A procuradora-geral fez um resumo de como a Lei 14.903/24 foi construída e destacou dispositivos cujos objetivos são desburocratizar processos, melhorar a gestão dos fundos de cultura e facilitar o acesso a recursos para o financiamento de projetos artísticos e culturais. Ela usou o termo “caixa de ferramentas” para se referir aos diversos instrumentos que a lei coloca à disposição dos gestores públicos na tarefa de fomentar a cultura em seus municípios.
Clarice Calixto esclareceu que o marco regulatório, que não concorre com as legislações dos demais entes federativos, é um apoio importante para estados e municípios trabalharem dentro da realidade de suas cidades. Provocou os gestores presentes a revisarem as normas locais, tendo como norte a legislação federal, que traz importantes inovações para “fazer a política cultural acontecer”. Até então, “dinheiro parado e dificuldade na execução” são desafios enfrentados devido ao excesso de burocracia na execução de projetos.
Durante os debates, a procuradora-geral alertou aos interessados que, embora a lei ainda não esteja regulamentada, já pode ser usada como referencial para novos projetos. Disse que o Marco Regulatório de Fomento à Cultura veio para dar segurança jurídica e democratizar o acesso a recursos públicos e privados disponíveis para o financiamento da cultura no país.

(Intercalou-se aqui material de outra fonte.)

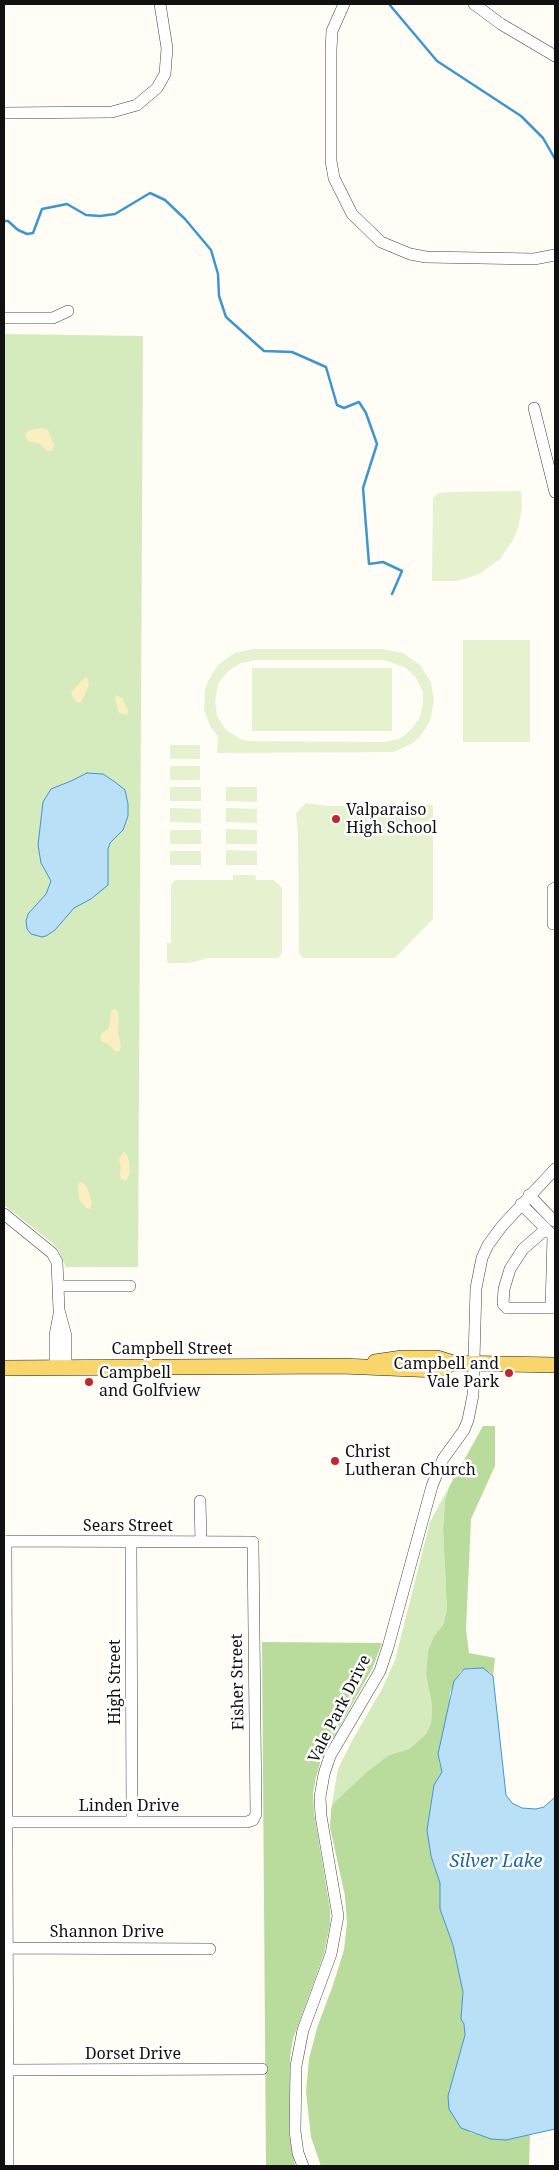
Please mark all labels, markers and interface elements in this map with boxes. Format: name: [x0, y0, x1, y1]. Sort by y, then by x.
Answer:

Para a procuradora, a AGU tem importante papel no processo de formatação da política de fomento cultural. “Quando a AGU consegue trabalhar no desenho das políticas públicas, participando dos debates desde a concepção do projeto, a gente consegue contribuir com soluções inovadoras como ocorreu na consolidação deste marco regulatório e em outros processos semelhantes”, destacou.
Participaram também do painel, que lotou auditório do Centro de Convenções de Brasília, a consultora jurídica do Ministério da Cultura, Kizzy Antunes, e o diretor-executivo da Funarte, Leonardo Lessa.